**Goal of the exercise:**
Do any lines in the data below contain "center"? If so, copy every one of them.

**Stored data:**
★ ★ ★
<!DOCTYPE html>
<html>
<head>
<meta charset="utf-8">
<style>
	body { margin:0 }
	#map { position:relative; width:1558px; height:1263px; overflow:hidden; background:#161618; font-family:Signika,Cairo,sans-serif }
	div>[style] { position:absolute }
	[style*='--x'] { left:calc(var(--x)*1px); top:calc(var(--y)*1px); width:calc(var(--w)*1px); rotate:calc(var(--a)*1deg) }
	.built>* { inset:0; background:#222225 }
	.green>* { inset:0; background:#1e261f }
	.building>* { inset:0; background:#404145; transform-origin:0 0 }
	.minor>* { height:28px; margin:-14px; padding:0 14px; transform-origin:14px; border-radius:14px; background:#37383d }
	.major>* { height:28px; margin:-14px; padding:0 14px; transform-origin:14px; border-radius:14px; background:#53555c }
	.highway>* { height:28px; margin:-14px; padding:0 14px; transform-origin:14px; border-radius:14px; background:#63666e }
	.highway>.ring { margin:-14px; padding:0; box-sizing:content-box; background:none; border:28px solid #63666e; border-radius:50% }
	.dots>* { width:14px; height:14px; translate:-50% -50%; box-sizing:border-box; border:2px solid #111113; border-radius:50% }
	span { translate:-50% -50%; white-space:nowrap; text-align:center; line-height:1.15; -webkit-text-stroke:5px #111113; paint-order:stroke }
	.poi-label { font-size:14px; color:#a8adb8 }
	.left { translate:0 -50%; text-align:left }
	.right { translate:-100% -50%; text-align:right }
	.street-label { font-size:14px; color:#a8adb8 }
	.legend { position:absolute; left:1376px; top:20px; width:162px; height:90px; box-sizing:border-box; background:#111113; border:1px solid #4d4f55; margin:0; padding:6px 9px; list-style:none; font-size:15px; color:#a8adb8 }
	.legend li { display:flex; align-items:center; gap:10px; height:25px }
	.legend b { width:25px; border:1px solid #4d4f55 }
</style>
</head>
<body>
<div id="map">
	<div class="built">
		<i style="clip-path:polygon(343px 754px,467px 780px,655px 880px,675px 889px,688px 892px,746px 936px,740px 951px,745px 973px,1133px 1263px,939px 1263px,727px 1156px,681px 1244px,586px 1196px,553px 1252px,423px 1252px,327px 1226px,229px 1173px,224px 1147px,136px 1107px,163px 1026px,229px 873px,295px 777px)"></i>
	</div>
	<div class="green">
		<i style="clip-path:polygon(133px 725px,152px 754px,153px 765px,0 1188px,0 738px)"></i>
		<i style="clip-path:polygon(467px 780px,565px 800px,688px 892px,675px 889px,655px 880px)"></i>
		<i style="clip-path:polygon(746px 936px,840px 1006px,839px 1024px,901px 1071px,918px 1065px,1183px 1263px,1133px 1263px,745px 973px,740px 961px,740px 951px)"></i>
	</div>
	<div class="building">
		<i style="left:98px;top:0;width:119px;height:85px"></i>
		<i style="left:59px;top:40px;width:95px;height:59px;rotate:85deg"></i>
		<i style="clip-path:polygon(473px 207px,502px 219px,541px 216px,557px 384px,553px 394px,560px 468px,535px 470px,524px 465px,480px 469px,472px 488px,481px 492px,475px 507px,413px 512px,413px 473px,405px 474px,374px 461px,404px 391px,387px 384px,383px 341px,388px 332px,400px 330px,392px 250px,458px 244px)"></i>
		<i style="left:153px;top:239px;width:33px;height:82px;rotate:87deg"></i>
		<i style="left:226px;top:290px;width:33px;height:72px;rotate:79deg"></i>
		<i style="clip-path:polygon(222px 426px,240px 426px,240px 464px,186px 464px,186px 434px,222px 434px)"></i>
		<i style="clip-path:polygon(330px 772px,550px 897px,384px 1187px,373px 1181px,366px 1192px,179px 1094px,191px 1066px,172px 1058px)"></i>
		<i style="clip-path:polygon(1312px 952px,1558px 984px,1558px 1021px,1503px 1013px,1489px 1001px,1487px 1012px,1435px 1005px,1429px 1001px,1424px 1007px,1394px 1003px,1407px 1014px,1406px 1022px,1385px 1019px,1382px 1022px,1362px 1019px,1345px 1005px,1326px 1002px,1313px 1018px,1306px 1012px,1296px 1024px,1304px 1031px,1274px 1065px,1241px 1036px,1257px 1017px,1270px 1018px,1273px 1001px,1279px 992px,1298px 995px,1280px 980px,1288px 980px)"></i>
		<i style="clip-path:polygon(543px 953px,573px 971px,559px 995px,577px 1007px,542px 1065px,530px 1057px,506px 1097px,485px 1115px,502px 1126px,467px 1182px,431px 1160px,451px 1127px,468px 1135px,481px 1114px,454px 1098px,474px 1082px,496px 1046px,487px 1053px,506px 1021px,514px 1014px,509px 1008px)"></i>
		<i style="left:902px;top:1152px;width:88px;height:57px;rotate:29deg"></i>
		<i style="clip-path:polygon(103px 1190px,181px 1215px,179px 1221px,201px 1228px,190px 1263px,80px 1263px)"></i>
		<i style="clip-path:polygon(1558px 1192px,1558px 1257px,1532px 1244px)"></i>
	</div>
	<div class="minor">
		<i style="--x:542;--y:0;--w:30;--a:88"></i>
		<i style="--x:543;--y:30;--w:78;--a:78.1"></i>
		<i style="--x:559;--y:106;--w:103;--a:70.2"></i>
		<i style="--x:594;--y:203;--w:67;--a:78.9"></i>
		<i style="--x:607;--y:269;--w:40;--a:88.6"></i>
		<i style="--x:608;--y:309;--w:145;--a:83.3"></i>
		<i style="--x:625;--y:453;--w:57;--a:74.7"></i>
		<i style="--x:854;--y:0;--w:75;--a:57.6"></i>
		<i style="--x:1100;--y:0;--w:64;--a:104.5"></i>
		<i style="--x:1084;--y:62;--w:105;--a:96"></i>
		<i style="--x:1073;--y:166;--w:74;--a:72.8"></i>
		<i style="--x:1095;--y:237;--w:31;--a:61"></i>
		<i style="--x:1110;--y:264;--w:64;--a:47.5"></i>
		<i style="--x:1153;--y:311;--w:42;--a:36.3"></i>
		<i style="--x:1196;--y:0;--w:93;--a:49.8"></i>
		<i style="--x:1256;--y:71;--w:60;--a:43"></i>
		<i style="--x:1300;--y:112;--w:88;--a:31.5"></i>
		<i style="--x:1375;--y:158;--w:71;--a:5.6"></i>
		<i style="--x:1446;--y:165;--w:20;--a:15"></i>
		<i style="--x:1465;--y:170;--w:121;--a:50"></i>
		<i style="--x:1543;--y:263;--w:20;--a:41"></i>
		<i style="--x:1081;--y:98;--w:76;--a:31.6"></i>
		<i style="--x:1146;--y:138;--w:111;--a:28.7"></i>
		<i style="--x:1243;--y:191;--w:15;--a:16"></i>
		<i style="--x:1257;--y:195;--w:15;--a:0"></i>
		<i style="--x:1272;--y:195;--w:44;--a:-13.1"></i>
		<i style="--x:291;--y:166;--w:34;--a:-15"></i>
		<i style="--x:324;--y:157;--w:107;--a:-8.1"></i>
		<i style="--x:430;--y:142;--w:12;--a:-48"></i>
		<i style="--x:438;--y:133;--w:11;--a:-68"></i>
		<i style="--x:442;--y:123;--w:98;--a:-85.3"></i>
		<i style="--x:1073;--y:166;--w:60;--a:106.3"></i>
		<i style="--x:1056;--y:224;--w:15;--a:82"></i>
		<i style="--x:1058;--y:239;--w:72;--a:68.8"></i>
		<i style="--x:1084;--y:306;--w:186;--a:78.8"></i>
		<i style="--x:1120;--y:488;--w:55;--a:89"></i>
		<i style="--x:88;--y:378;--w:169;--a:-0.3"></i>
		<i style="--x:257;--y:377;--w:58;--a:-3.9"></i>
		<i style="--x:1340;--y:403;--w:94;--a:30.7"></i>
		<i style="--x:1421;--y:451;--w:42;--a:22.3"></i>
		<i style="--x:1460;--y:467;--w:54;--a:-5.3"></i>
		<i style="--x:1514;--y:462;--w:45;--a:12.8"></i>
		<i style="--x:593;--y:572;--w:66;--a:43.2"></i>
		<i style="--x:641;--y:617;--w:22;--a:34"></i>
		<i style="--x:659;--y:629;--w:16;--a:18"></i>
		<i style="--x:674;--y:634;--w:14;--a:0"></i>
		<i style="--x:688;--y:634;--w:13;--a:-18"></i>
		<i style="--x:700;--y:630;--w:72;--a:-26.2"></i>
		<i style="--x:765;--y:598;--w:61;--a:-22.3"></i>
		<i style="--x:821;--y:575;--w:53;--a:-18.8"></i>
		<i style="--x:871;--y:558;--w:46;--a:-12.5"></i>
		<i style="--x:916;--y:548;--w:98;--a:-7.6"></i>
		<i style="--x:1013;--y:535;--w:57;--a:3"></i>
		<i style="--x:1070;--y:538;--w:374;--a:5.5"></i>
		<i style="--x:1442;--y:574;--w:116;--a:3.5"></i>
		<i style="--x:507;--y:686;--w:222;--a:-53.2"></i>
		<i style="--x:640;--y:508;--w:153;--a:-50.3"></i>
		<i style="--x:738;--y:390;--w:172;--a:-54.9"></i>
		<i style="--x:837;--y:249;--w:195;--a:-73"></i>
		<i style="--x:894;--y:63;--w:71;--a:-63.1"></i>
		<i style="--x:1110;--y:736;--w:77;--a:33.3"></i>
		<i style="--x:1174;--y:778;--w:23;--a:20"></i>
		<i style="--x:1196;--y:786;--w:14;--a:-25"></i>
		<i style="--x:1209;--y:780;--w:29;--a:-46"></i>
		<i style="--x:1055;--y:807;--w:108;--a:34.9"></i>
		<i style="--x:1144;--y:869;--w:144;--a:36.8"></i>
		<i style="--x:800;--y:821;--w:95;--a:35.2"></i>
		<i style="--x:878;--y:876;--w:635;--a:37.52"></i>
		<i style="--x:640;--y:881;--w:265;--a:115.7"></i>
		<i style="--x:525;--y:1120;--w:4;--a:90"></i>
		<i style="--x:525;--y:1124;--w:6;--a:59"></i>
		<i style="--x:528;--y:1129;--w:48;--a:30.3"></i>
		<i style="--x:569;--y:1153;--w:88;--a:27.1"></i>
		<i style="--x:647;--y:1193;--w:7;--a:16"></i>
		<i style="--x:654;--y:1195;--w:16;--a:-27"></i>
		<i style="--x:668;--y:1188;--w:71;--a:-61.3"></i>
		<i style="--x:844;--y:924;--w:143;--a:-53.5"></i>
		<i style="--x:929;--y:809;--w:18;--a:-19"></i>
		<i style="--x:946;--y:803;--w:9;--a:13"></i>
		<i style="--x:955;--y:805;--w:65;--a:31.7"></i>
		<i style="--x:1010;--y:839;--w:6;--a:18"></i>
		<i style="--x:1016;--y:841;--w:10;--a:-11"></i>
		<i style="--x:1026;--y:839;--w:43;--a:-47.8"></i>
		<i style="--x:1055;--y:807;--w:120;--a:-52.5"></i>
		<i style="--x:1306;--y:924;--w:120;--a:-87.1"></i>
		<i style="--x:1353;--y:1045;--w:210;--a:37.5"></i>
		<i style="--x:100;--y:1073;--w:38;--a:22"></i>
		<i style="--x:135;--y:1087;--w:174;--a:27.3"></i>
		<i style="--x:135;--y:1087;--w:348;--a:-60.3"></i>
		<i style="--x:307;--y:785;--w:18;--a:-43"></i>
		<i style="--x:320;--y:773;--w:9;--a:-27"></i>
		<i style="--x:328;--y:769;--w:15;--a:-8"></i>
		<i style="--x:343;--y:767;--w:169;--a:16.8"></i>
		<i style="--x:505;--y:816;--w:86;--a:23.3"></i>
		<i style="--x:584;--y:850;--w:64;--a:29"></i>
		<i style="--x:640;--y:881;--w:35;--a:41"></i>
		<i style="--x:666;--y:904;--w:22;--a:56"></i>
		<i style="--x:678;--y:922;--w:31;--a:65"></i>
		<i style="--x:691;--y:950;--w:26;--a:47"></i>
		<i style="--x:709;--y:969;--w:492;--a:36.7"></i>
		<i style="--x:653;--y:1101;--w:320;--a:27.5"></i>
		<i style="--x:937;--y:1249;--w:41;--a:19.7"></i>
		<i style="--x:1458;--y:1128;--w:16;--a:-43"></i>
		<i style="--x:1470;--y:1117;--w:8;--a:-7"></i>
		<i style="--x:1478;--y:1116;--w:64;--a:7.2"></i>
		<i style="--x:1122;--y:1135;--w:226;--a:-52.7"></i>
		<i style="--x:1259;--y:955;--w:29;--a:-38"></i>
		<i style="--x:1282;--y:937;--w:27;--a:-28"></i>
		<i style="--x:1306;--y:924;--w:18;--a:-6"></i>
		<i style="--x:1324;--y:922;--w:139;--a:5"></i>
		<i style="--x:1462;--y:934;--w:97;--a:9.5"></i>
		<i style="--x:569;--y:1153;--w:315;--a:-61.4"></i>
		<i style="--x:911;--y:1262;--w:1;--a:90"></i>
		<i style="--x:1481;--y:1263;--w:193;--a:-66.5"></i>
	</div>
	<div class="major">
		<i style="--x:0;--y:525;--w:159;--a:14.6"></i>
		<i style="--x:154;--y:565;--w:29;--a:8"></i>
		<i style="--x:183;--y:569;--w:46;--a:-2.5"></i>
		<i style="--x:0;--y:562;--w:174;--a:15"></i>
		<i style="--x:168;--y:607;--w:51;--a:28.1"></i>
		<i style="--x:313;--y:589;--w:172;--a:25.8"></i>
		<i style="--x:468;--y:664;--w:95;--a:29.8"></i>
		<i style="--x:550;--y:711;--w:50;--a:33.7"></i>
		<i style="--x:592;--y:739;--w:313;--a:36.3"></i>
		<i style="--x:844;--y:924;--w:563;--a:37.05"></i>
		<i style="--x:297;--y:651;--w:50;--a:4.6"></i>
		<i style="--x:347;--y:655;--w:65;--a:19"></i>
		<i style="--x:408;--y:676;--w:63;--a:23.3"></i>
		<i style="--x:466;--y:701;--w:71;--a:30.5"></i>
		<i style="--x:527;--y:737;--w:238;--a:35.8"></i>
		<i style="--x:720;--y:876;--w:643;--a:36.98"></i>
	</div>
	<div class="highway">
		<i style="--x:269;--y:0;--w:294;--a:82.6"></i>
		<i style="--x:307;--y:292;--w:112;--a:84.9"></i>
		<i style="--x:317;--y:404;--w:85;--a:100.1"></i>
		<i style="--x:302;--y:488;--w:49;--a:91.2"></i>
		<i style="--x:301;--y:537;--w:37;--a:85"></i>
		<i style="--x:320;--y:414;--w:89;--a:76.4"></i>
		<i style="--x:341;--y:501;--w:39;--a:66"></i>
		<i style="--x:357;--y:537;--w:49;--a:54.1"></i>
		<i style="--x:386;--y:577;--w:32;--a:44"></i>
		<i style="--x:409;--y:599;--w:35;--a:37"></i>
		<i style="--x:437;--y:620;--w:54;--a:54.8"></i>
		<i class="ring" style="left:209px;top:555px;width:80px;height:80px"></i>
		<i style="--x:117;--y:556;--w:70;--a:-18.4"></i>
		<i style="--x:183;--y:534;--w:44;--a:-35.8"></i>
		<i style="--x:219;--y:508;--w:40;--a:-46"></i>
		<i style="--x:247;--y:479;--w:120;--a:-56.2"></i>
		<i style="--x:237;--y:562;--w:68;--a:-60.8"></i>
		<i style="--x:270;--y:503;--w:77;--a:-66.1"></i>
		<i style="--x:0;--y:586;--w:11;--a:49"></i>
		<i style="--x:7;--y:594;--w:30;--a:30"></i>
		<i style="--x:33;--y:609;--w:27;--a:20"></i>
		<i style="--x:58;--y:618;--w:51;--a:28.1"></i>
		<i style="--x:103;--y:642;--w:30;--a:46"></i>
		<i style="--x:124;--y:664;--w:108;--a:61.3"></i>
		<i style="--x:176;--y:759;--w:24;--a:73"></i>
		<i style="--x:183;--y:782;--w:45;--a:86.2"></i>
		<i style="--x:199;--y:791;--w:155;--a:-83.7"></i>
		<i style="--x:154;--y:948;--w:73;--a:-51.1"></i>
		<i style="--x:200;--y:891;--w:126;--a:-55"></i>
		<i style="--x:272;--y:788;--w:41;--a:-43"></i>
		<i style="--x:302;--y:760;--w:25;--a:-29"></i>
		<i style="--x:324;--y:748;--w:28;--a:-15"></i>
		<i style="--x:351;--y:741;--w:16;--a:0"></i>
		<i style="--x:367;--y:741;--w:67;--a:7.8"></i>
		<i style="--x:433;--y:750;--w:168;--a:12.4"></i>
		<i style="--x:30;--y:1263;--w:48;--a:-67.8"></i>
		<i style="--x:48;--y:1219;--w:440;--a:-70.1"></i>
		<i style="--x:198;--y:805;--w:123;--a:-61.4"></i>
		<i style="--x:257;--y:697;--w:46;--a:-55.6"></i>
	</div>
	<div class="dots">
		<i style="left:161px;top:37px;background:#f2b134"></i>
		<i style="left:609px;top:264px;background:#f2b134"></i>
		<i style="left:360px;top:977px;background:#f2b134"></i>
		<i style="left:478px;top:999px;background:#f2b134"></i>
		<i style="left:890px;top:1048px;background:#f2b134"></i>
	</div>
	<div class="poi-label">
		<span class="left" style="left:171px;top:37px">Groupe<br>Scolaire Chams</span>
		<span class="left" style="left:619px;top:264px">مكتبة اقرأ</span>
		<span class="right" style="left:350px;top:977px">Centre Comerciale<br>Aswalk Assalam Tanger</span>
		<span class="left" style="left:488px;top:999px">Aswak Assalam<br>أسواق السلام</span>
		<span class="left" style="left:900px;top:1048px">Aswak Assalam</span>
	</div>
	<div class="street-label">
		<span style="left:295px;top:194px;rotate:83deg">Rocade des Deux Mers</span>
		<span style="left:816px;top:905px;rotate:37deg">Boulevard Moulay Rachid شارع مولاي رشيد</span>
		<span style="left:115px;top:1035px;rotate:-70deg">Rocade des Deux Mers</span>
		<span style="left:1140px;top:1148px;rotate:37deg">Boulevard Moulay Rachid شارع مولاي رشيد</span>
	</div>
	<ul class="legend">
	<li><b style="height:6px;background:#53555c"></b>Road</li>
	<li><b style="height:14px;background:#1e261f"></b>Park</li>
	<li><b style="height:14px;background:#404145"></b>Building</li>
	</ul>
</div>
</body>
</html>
★ ★ ★
**Reply:**
	span { translate:-50% -50%; white-space:nowrap; text-align:center; line-height:1.15; -webkit-text-stroke:5px #111113; paint-order:stroke }
	.legend li { display:flex; align-items:center; gap:10px; height:25px }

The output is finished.